Kamera GoPro Hero 3 sudah built in
wifi. Artinya, bisa dikendalikan dari jauh untuk menekan shutter. Remote wifi
sudah bawaan sejak membeli. Bagi yang punya iPhone atau Samsung Galaxy yang
bisa install aplikasi GoPro, bisa menjadikan monitor hp atau tabletnya sebagai
LCD darurat. Dikatakan darurat, sebab dari layar bisa dilihat penampakan apa
yang dicakup lensa (frame), hanya saja tampilannya kecil (bila mau full screen,
tap area monitor yang memperlihatkan cakupan lensa) dan tidak realtime. Ada leg
beberapa detik antara apa yang dilihat oleh kamera dengan apa yang tampak di
LCD kamera. Jadi, tidak sebaik dengan LCD yang telah menempel di kamera digital
pada umumnya. Ini saya alami saat saya menggunakan iPhone 4 dalam mengendalikan
GoPro Hero 3.
Jadi apa
kesimpulannya atas kamera GoPro? Bagi pengguna awam, yang hasil video untuk
diaplod di Youtube saja, komputer yang digunakan lelet, dan ingin langsung
melihat hasil jepretan, tak dianjurkan untuk menjadikan kamera ini sebagai
kamera utama. Anda akan stress memilikinya. Kamera ini dibuat (khusus) bagi
orang yang biasa ke lingkungan ekstrem untuk mendokumentasi. Baik aksi diri
sendiri maupun orang lain. Misalnya pe-motor cross, penyelam atau yang biasa
snorkling, pe-sepeda atau pe-motor yang suka touring, pembuat film atau iklan,
jurnalis (yang biasa investigasi), dan para aktivis pecinta alam.
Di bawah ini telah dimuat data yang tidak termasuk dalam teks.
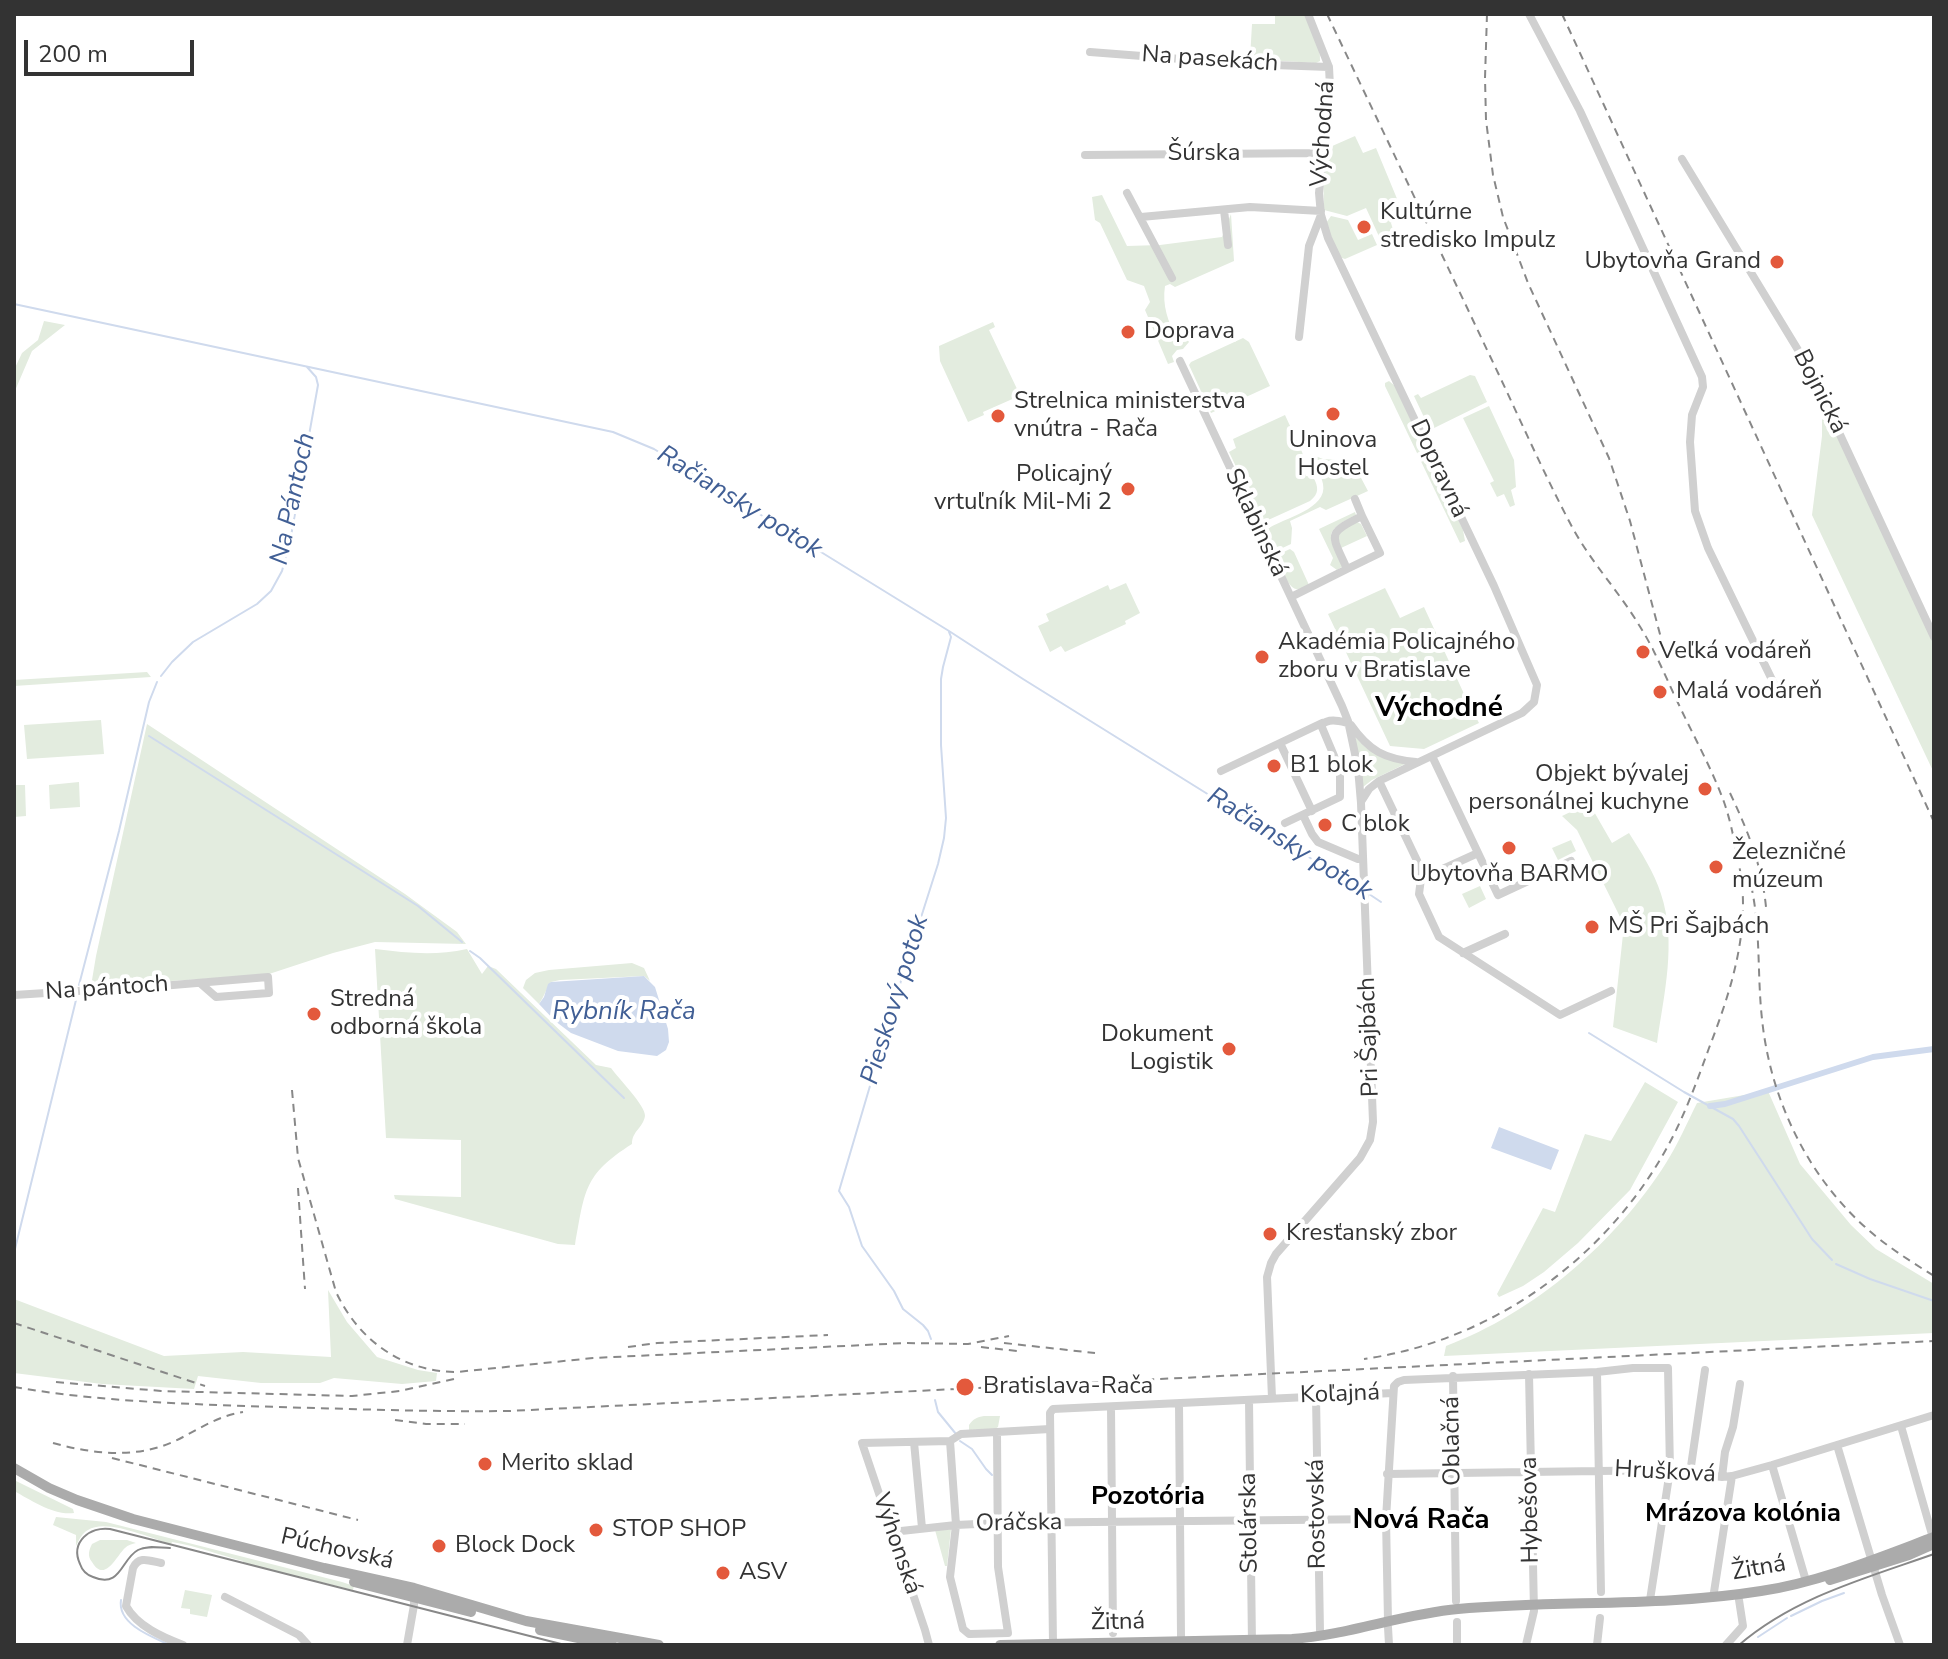 <!DOCTYPE html>
<html>
<head>
<meta charset="utf-8">
<style>
	body { margin:0 }
	#map { position:relative; width:1948px; height:1659px; overflow:hidden; background:#fff; font-family:"Nunito Sans",sans-serif }
	canvas { display:block }
	.frame { position:absolute; inset:0; border:16px solid #333; pointer-events:none }
	.scale { position:absolute; left:24px; top:40px; width:170px; height:36px; box-sizing:border-box; border:4px solid #333; border-top:0; padding-left:10px; font-size:24px; line-height:28px; white-space:nowrap; color:#333; -webkit-text-stroke:6px #fff; paint-order:stroke }
</style>
</head>
<body>
<div id="map">
<canvas width="1948" height="1659"></canvas>
<div class="frame"></div>
<div class="scale">200 m</div>
</div>
<script>
const context = document.querySelector('canvas').getContext('2d');
context.lineJoin = 'round';
function fill(path, color) {
  context.fillStyle = color;
  context.fill(path, 'evenodd');
}
function strokePath(path, color, width, dash) {
  context.strokeStyle = color;
  context.lineWidth = width;
  context.lineCap = dash ? 'butt' : 'round';
  context.setLineDash(dash || []);
  context.stroke(path);
}
function drawText(font, color, halo, rows, align = 'center') {
  context.font = font + ' "Nunito Sans",sans-serif';
  context.lineWidth = 8;
  context.setLineDash([]);
  context.textBaseline = 'middle';
  context.strokeStyle = halo;
  context.fillStyle = color;
  for (const [text, x, y, turn = 0] of rows) {
    context.save();
    context.translate(x, y);
    context.rotate((+turn || 0) * Math.PI / 180);
    context.textAlign = isNaN(turn) ? turn : align;
    if (halo) context.strokeText(text, 0, 0);
    context.fillText(text, 0, 0);
    context.restore();
  }
}
const green = new Path2D(`
	M1275 14H1304C1311 28 1321 45 1320 61L1316 63 1250 59 1252 24H1275Z
	M1355 136 1363 153 1376 148 1405 218 1400 221 1398 219 1391 223 1397 242 1388 241 1382 243 1366 208 1347 216 1324 210 1323 173 1330 147Z
	M1102 195 1127 246 1160 245 1222 237 1231 214 1234 261 1175 287 1170 284 1165 286C1162 305 1168 322 1177 339L1190 335 1189 342 1183 349 1177 350 1172 356 1174 362 1168 364 1145 310 1150 302 1144 286 1127 280 1100 223 1095 220 1092 197Z
	M1331 216 1348 220 1358 240 1372 234 1377 245 1345 259 1339 257 1326 223Z
	M44 321 65 325 32 351 14 393V370L22 353 38 340Z
	M993 322 995 327 989 330 1018 391 1025 389 1026 393 983 412 984 415 968 422 940 361 939 346Z
	M1243 338 1249 342 1270 386 1211 413 1189 365 1191 362Z
	M1470 375 1475 376 1487 402 1430 430 1414 396 1418 394 1421 398Z
	M1389 381 1395 386 1463 530 1465 541 1460 543 1385 386V383Z
	M1822 391 1934 642V773L1812 515 1822 436Z
	M1489 406 1514 460 1516 487 1511 490 1515 505 1510 507 1504 494 1497 497 1490 483 1494 481 1463 418Z
	M1285 415 1302 452 1303 455 1300 462 1306 476 1313 477C1319 487 1319 494 1310 501L1266 521H1262L1229 452 1236 448 1233 439Z
	M1310 454 1323 459 1352 461 1368 491 1326 510 1320 507 1290 521 1292 528 1291 544 1274 552 1266 535 1267 529C1284 518 1328 509 1323 484 1321 474 1314 463 1310 454Z
	M1355 512 1356 515C1322 532 1328 535 1343 566L1337 570 1330 565 1333 558 1319 529Z
	M1357 522 1361 524 1367 536 1341 548 1337 538 1338 532Z
	M1290 549 1294 552 1309 585C1306 587 1300 590 1296 589 1288 588 1279 564 1275 556Z
	M1126 583 1140 613 1125 621 1126 624 1065 652 1061 646 1050 652 1038 626 1049 621 1046 614 1108 585 1110 590Z
	M1385 588 1400 618 1424 607 1465 696 1479 723 1424 749 1390 746 1328 614Z
	M147 672 151 677 14 686V680Z
	M101 720 104 754 27 759 24 725Z
	M147 724 405 894 457 932 466 944 375 942 333 953 266 975 91 986 96 956Z
	M1355 736C1369 754 1385 760 1407 763L1372 780 1363 787Z
	M79 782 80 807 50 809 49 785Z
	M14 785H25L26 816 14 817Z
	M1589 803 1612 843 1629 833C1641 852 1654 872 1661 894 1677 942 1664 994 1657 1043L1613 1027 1624 925 1577 830 1562 816Z
	M1571 840 1576 851 1558 860 1552 848Z
	M1480 886 1486 899 1469 908 1462 894Z
	M375 949C407 953 435 956 467 949L482 974 488 966 496 969 596 1065 611 1068C618 1078 646 1106 645 1116 643 1128 632 1131 632 1144 583 1175 585 1191 575 1245L558 1244 395 1199 394 1195 461 1197V1140L386 1138Z
	M632 963 644 968 650 981 644 976 560 980 551 982C546 989 544 997 539 1004L523 988 526 980 535 973 549 970Z
	M1645 1082 1678 1102 1630 1190 1578 1243 1544 1272 1523 1286 1499 1297 1497 1294 1543 1208 1555 1212 1585 1134 1611 1141Z
	M1768 1091 1800 1164 1851 1225 1876 1249 1934 1284V1333L1444 1356 1446 1346C1534 1313 1616 1242 1666 1163 1678 1144 1687 1123 1697 1103Z
	M328 1290 347 1322 377 1357 418 1370 437 1373 436 1381 402 1384 334 1378 320 1383H261L198 1376 194 1389 102 1384 14 1373V1299L164 1356 243 1352 331 1357Z
	M984 1416H1000L998 1427 995 1429 969 1430V1425C973 1419 977 1417 984 1416Z
	M14 1480 73 1509 74 1513C54 1516 31 1500 14 1491Z
	M56 1517 106 1522 342 1582 354 1586 353 1590 243 1563V1561C219 1555 197 1546 172 1542L171 1544C150 1538 106 1518 88 1530 82 1533 79 1540 76 1546V1535L53 1525Z
	M951 1529 947 1566H945L935 1530Z
	M100 1540H127L136 1543C132 1544 128 1545 125 1548 117 1555 105 1584 92 1562 87 1556 89 1550 92 1544Z
	M185 1590 212 1595 207 1617 190 1614V1609L181 1608Z`);
const water = new Path2D(`
	M644 976 655 987 668 1029 669 1042 666 1050 657 1056 618 1051 571 1033 555 1021 539 1004 544 997 548 984 551 982Z
	M1499 1127 1559 1150 1551 1170 1491 1148Z`);
const stream = new Path2D(`
	M14 304 613 432 654 449 949 631 1023 679 1360 889
	M161 676 172 662 193 642 257 604 271 591 282 571 291 536 318 385 316 377 307 367
	M149 736 418 906 462 942
	M1369 894 1381 902
	M470 951 480 958 624 1098
	M79 985 119 831 149 702 157 682
	M1589 1033 1684 1092 1733 1119 1739 1126 1812 1239 1832 1260
	M14 1253 76 1000
	M1836 1264 1870 1279 1934 1301
	M931 1339 928 1331 923 1325 903 1309 894 1291 862 1246 849 1207 839 1191 903 974 938 864 944 838 946 818 941 745V679L943 667 951 637 949 632
	M935 1400 938 1412 956 1434
	M960 1441 972 1449 986 1469 992 1475
	M121 1600C117 1624 152 1637 170 1645
	M1791 1616 1822 1601 1844 1593
	M1758 1637 1787 1618`);
const canal = new Path2D(`
	M1710 1106 1725 1104 1873 1057 1934 1049`);
const minor = new Path2D(`
	M1529 14 1580 111 1702 377 1703 387 1692 415 1690 442 1695 511 1708 548 1776 688 1769 691
	M1090 52 1246 64 1329 67
	M1085 155 1323 153
	M1682 159 1809 368 1934 637
	M1127 193 1172 278
	M1224 210 1228 245
	M1321 215 1328 238 1494 586 1537 685 1534 702 1522 713 1379 781 1369 789 1362 800
	M1141 217 1250 207 1321 211
	M1299 337 1309 246 1321 215 1319 193 1330 87 1329 67 1308 14
	M1180 361 1342 706 1348 721 1358 768 1361 803 1373 1122 1370 1140 1360 1158 1276 1254 1271 1263 1267 1277 1272 1398
	M1355 499 1362 516
	M1362 516 1380 553 1347 569C1331 533 1326 534 1362 516Z
	M1291 597 1347 569
	M1351 725C1369 751 1385 759 1416 762
	M1280 743 1312 811
	M1432 756 1498 895 1571 861
	M1221 771 1322 723
	M1379 781 1422 871 1419 894 1439 937 1560 1015 1611 991
	M1303 815 1312 834 1318 842 1358 859H1363
	M1285 823 1340 797V770L1321 725C1329 718 1339 721 1348 723
	M1422 875 1434 873 1478 853
	M1463 953 1505 934
	M14 995 173 985 268 977 269 993 216 997 200 983
	M1597 1372 1601 1592
	M1453 1376 1456 1601
	M1316 1396 1320 1632
	M1249 1400 1252 1645
	M1179 1404 1181 1636
	M1111 1407 1113 1633
	M1901 1426 1933 1538
	M950 1441 956 1525 950 1577 963 1629 969 1634 1008 1633 998 1567 997 1432
	M914 1442 922 1528
	M1837 1445 1882 1595 1900 1645
	M1772 1465 1806 1581
	M1690 1473 1705 1370
	M1387 1474 1670 1470 1722 1477 1732 1476 1772 1465 1934 1415
	M1722 1477 1725 1452 1733 1427 1740 1384
	M892 1532 956 1525 998 1523 1386 1519
	M161 1563C150 1561 139 1555 133 1568L126 1606C137 1626 162 1637 183 1645
	M1714 1592 1732 1476
	M225 1597 299 1635 308 1645
	M1388 1621 1386 1519 1394 1386 1398 1382 1404 1380 1597 1372 1633 1368H1668L1670 1470 1650 1600
	M1457 1622V1645
	M1388 1627 1389 1645
	M1053 1644 1050 1413 1053 1409 1393 1393
	M407 1645 414 1605V1597
	M929 1645 925 1630 862 1443 950 1441 961 1434 1050 1429
	M1526 1645 1534 1611 1529 1374
	M1597 1645 1600 1618
	M1726 1645 1743 1626 1739 1600`);
const major = new Path2D(`
	M14 1468 49 1488 77 1500 133 1519 324 1568 414 1588 526 1621 659 1645
	M1830 1580 1909 1555 1934 1544
	M354 1582 471 1612
	M540 1630 612 1645
	M1000 1645 1292 1639C1348 1635 1402 1614 1458 1609 1559 1600 1661 1607 1761 1591 1820 1582 1878 1558 1934 1537`);
const tram = new Path2D(`
	M170 1548C160 1548 147 1545 138 1550 121 1559 121 1589 93 1577 87 1575 82 1570 80 1564 70 1542 90 1526 110 1529L565 1645
	M1739 1645C1795 1597 1866 1578 1934 1554`);
const rail = new Path2D(`
	M1327 14C1381 127 1435 240 1489 354 1516 410 1541 468 1570 523 1589 560 1618 590 1639 625 1655 650 1666 678 1679 705 1694 737 1712 769 1724 802 1731 822 1735 844 1739 865 1752 927 1731 991 1709 1048 1696 1084 1683 1120 1664 1153 1601 1263 1489 1341 1364 1359
	M1487 14 1485 78 1486 120 1493 175 1503 217 1528 283 1609 458 1630 521 1666 657
	M1562 14 1934 822
	M1730 793C1748 831 1762 866 1766 907
	M1751 885C1761 930 1757 974 1762 1019 1770 1097 1806 1174 1865 1227 1886 1246 1910 1261 1934 1276
	M292 1090 298 1158 336 1292C359 1341 403 1372 457 1372L593 1358 906 1343 968 1344 1009 1336
	M298 1188 305 1289
	M14 1323 205 1386
	M1004 1343 1095 1353
	M628 1347 657 1343 828 1335
	M981 1347 1017 1351
	M56 1382 161 1391 352 1396 400 1391 458 1378
	M14 1387C101 1402 189 1404 277 1407 354 1409 432 1412 509 1411L1934 1341
	M395 1420 426 1424H465
	M53 1443C93 1454 136 1459 175 1441 198 1430 217 1416 243 1412
	M112 1458 358 1520`);
const markers = [
	[1364,227,8,"#e3593c"],
	[1777,262,8,"#e3593c"],
	[1128,332,8,"#e3593c"],
	[1333,414,8,"#e3593c"],
	[998,416,8,"#e3593c"],
	[1128,489,8,"#e3593c"],
	[1643,652,8,"#e3593c"],
	[1262,657,8,"#e3593c"],
	[1660,692,8,"#e3593c"],
	[1274,766,8,"#e3593c"],
	[1705,789,8,"#e3593c"],
	[1325,825,8,"#e3593c"],
	[1509,848,8,"#e3593c"],
	[1716,867,8,"#e3593c"],
	[1592,927,8,"#e3593c"],
	[314,1014,8,"#e3593c"],
	[1229,1049,8,"#e3593c"],
	[1270,1234,8,"#e3593c"],
	[965,1387,10,"#e3593c"],
	[485,1464,8,"#e3593c"],
	[596,1530,8,"#e3593c"],
	[439,1546,8,"#e3593c"],
	[723,1573,8,"#e3593c"]
];
const streetNames = [
	["Na pasekách",1210,60,4],
	["Východná",1324,134,-86],
	["Šúrska",1204,154],
	["Bojnická",1819,392,63],
	["Dopravná",1438,469,65],
	["Sklabinská",1255,523,65],
	["Na pántoch",107,989,-4],
	["Pri Šajbách",1370,1037,-92],
	["Koľajná",1340,1395,-2],
	["Oblačná",1453,1441,-91],
	["Hrušková",1665,1473,3],
	["Hybešova",1531,1510,-91],
	["Rostovská",1318,1514,-91],
	["Stolárska",1250,1523,-91],
	["Oráčska",1019,1524,-1],
	["Výhonská",896,1544,71],
	["Púchovská",337,1550,13],
	["Žitná",1759,1569,-10],
	["Žitná",1118,1623,-1]
];
const poiNames = [
	["Kultúrne",1380,213],
	["stredisko Impulz",1380,241],
	["Ubytovňa Grand",1761,262,"right"],
	["Doprava",1144,332],
	["Strelnica ministerstva",1014,402],
	["vnútra - Rača",1014,430],
	["Uninova",1333,441,"center"],
	["Hostel",1333,469,"center"],
	["Policajný",1112,475,"right"],
	["vrtuľník Mil-Mi 2",1112,503,"right"],
	["Akadémia Policajného",1278,643],
	["zboru v Bratislave",1278,671],
	["Veľká vodáreň",1659,652],
	["Malá vodáreň",1676,692],
	["B1 blok",1290,766],
	["Objekt bývalej",1689,775,"right"],
	["personálnej kuchyne",1689,803,"right"],
	["C blok",1341,825],
	["Železničné",1732,853],
	["múzeum",1732,881],
	["Ubytovňa BARMO",1509,875,"center"],
	["MŠ Pri Šajbách",1608,927],
	["Stredná",330,1000],
	["odborná škola",330,1028],
	["Dokument",1213,1035,"right"],
	["Logistik",1213,1063,"right"],
	["Kresťanský zbor",1286,1234],
	["Bratislava-Rača",983,1387],
	["Merito sklad",501,1464],
	["STOP SHOP",612,1530],
	["Block Dock",455,1546],
	["ASV",739,1573]
];
const waterNames = [
	["Na Pántoch",294,499,-78],
	["Račiansky potok",739,503,32],
	["Račiansky potok",1289,845,32],
	["Pieskový potok",896,1000,-73],
	["Rybník Rača",624,1013]
];
const neighbourhoodNames = [
	["Pozotória",1148,1498],
	["Mrázova kolónia",1743,1515]
];
const quarterNames = [
	["Východné",1439,709],
	["Nová Rača",1421,1521]
];
fill(green, '#e3ecdf');
fill(water, '#cfdaed');
strokePath(stream, '#cfdaed', 2);
strokePath(canal, '#cfdaed', 6);
strokePath(minor, '#d0d0d0', 8);
strokePath(major, '#ababab', 10);
strokePath(tram, '#888', 2);
strokePath(rail, '#888', 2, [8, 6]);
for (const [x, y, r, color] of markers) {
  const dot = new Path2D();
  dot.arc(x, y, r, 0, 2 * Math.PI);
  context.fillStyle = color;
  context.fill(dot);
  strokePath(dot, '#fff', 3);
}
drawText('24px', '#333', '#fff', streetNames);
drawText('24px', '#333', '#fff', poiNames, 'left');
drawText('italic 26px', '#415f95', '#fff', waterNames);
drawText('bold 26px', '#000', '#fff', neighbourhoodNames);
drawText('bold 28px', '#000', '#fff', quarterNames);
</script>
</body>
</html>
Dilihat dari harga, GoPro Hero 3 (yang
termahal) relatif murah. Tidak sampai 5 juta, yang sama harganya dengan DSLR
paling murah (di Nikon dan Canon). Selain bodi, juga sudah mendapat ‘kesing’ (housing)
anti air dan beberapa alat. Tapi belum termasuk aksesoris seperti kartu memori,
alat untuk menempelkan ke kap mobil, ke sepeda, LCD, baterei tambahan, dan
lain-lain. Yang jelas, kalau mau mengoleksi semua aksesoris GoPro, kira-kira
butuh dana 5 juta lagi. Artinya, kelebihan kamera yang paripurna bisa dimiliki
jika mengeluarkan bajet minimal 10 juta. Ya lumayan, tapi masih lebih murah
dibanding DSLR semi-profesional yang hanya bodi saja.